===========================
Markup Using ASCIIMathML
===========================
:Author: Mark Nodine
:Contact: mnodine@alum.mit.edu
:Revision: $Revision: 762 $
:Date: $Date: 2006-01-27 11:47:47 -0600 (Fri, 27 Jan 2006) $
:Copyright: This document has been placed in the public domain.
.. |amml| replace:: ASCIIMathML
.. contents::
This document describes the |amml| input notation for producing
mathml markup to represent mathematical formulas. |amml| was designed
by Peter Jipsen of Chapman University, who did a Javascript
implementation which you can find at the `ASCIIMathML web page`_.
In order to use this feature of prest, your perl installation will
have to include Text::ASCIIMathML, which is available on CPAN.
.. _ASCIIMathML web page: http://www1.chapman.edu/~jipsen/mathml/asciimath.html
ASCIIMathML markup
==================
The syntax is very permissive and does not generate syntax
errors. This allows mathematically incorrect expressions to be
displayed, which is important for teaching purposes. It also causes
less frustration when previewing formulas.
.. default-role:: mathml
If you encode ``x^2`` or ``a_(mn)`` or ``a_{mn}`` or ``(x+1)/y`` or
``sqrtx``, you pretty much get what you expect, namely `x^2` or
`a_(mn)` or `a_{mn}` or `(x+1)/y` or `sqrtx`. The choice of grouping
parenthesis is up to you (they don't have to match either). If the
displayed expression can be parsed uniquely without them, they are
omitted. Most LaTeX commands are also supported, so the last two
formulas above can also be written as ``\frac{x+1}{y}`` and
``\sqrt{x}``.
The parser uses no operator precedence and only respects the grouping
brackets, subscripts, superscript, fractions and (square) roots. This
is done for reasons of efficiency and generality. The resulting MathML
code can quite easily be processed further to ensure additional
syntactic requirements of any particular application.
The grammar
-----------
Here is a definition of the grammar used to parse
ASCIIMathML expressions. In the Backus-Naur form given below, the
letter on the left of the ``::=`` represents a category of symbols that
could be one of the possible sequences of symbols listed on the right.

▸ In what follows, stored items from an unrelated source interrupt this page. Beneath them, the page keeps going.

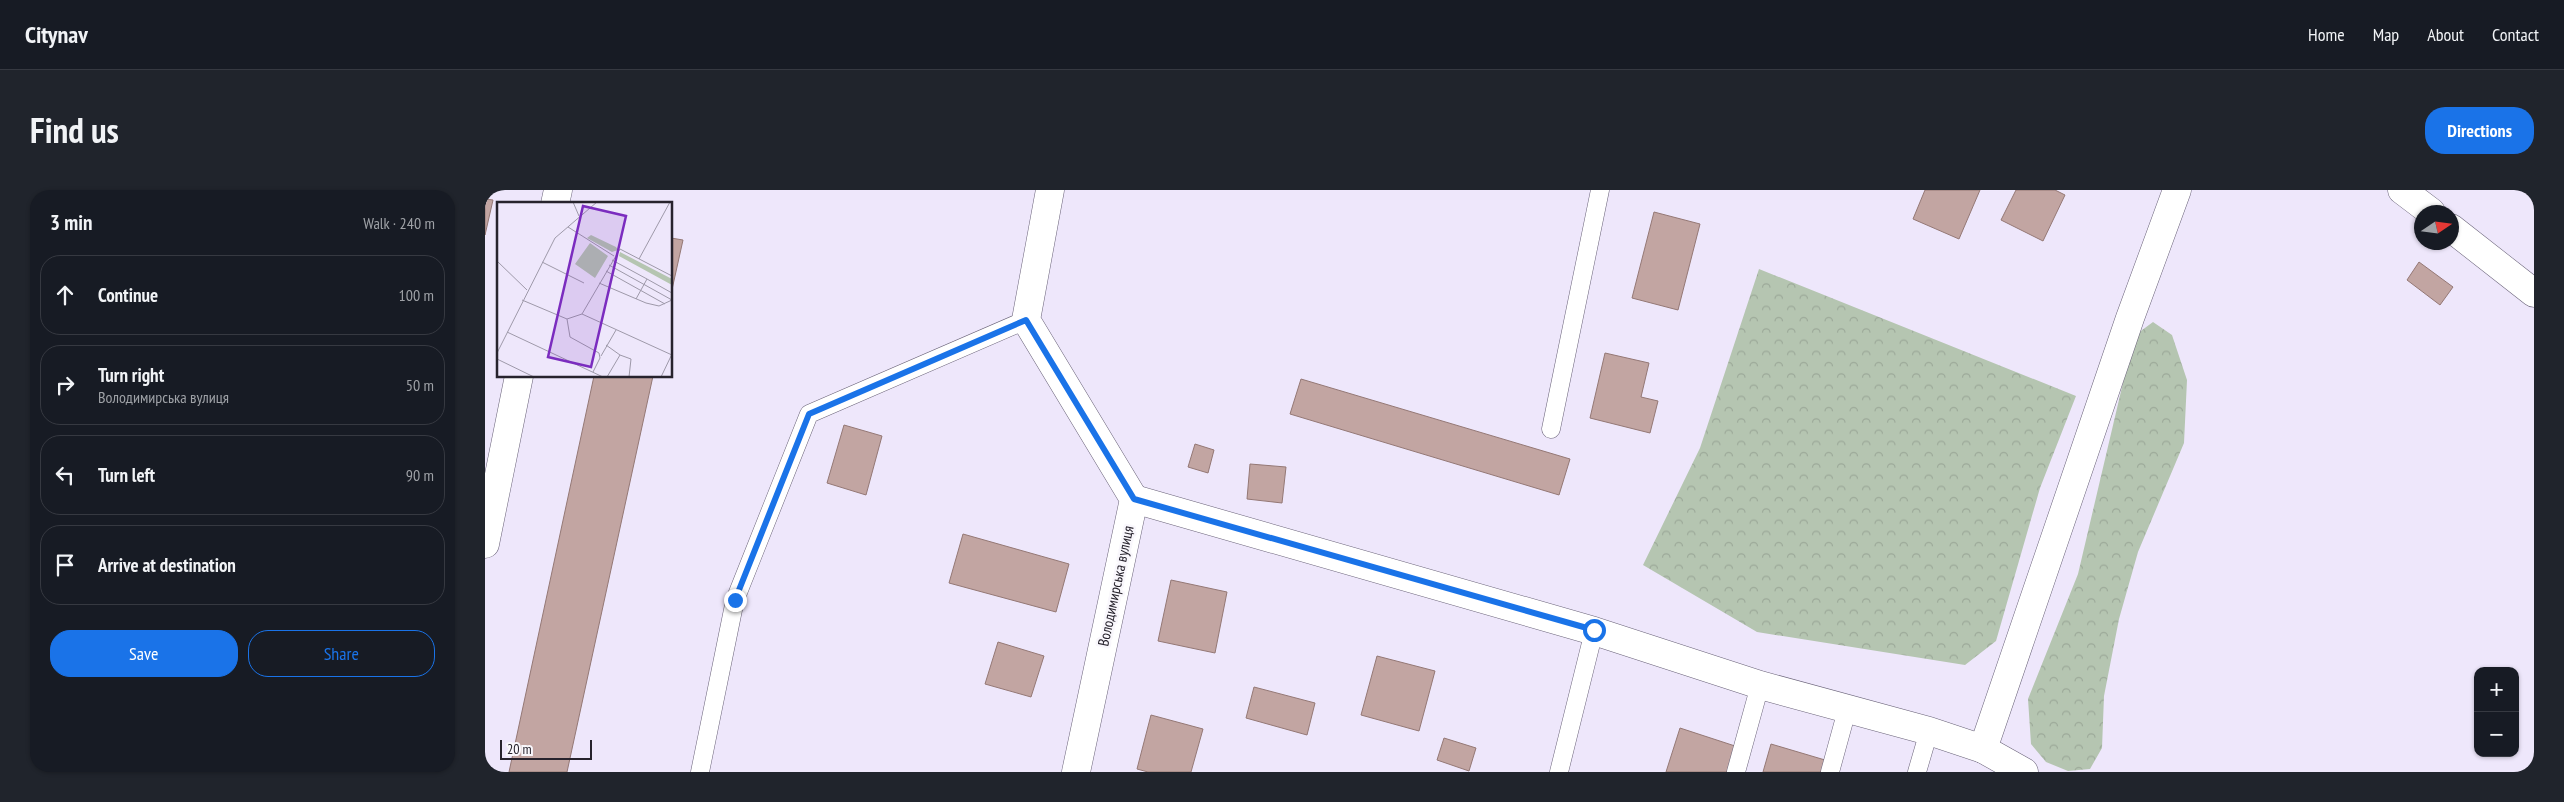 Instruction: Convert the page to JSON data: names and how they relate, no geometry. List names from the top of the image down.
{
  "streets": {
    "street": ["Володимирська вулиця"]
  },
  "scale_bar": "20 m",
  "north": "right",
  "page": {
    "header": "Citynav",
    "nav": [
      "Home",
      "Map",
      "About",
      "Contact"
    ],
    "title": "Find us",
    "buttons": [
      "Directions",
      ["Save", "Share"]
    ],
    "heading": ["3 min", "Walk · 240 m"],
    "list": [
      ["Continue", "100 m"],
      ["Turn right", "Володимирська вулиця", "50 m"],
      ["Turn left", "90 m"],
      "Arrive at destination"
    ],
    "map_buttons": ["+", "−"],
    "scale": "20 m"
  }
}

The vertical bar ``|`` separates the alternatives. ::
c ::= [A-z] | numbers | greek letters | other constant symbols
(see below)
u ::= 'sqrt' | 'text' | 'bb' | other unary symbols for font commands
b ::= 'frac' | 'root' | 'stackrel' | 'newcommand' | 'newsymbol'
binary symbols
l ::= ( | [ | { | (: | {: left brackets
r ::= ) | ] | } | :) | :} right brackets
S ::= c | lEr | uS | bSS | "any" simple expression
E ::= SE | S/S |S_S | S^S | S_S^S expression (fraction, sub-,
super-, subsuperscript)
The translation rules
---------------------
Each terminal symbol is translated into a corresponding MathML
node. The constants are mostly converted to their respective Unicode
symbols. The other expressions are converted as follows::
lSr -> <mrow>lSr</mrow>
(note that any pair of brackets can be used to
delimit subexpressions, they don't have to match)

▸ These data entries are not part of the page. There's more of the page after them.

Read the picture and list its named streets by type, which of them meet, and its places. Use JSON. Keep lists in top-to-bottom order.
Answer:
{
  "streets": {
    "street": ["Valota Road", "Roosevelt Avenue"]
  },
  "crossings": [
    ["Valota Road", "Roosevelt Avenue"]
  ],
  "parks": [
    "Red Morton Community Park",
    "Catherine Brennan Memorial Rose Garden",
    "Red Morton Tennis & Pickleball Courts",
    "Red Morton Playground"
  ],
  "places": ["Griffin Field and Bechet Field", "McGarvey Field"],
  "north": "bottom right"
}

sqrt S -> <msqrt>S'</msqrt>
text S -> <mtext>S'</mtext>
"any" -> <mtext>any</mtext>
frac S1 S2 -> <mfrac>S1' S2'</mfrac>
root S1 S2 -> <mroot>S2' S1'</mroot>
stackrel S1 S2 -> <mover>S2' S1'</mover>
S1/S2 -> <mfrac>S1' S2'</mfrac>
S1_S2 -> <msub>S1 S2'</msub>
S1^S2 -> <msup>S1 S2'</msup>
S1_S2^S3 -> <msubsup>S1 S2' S3'</msubsup> or
<munderover>S1 S2' S3'</munderover> (in some cases)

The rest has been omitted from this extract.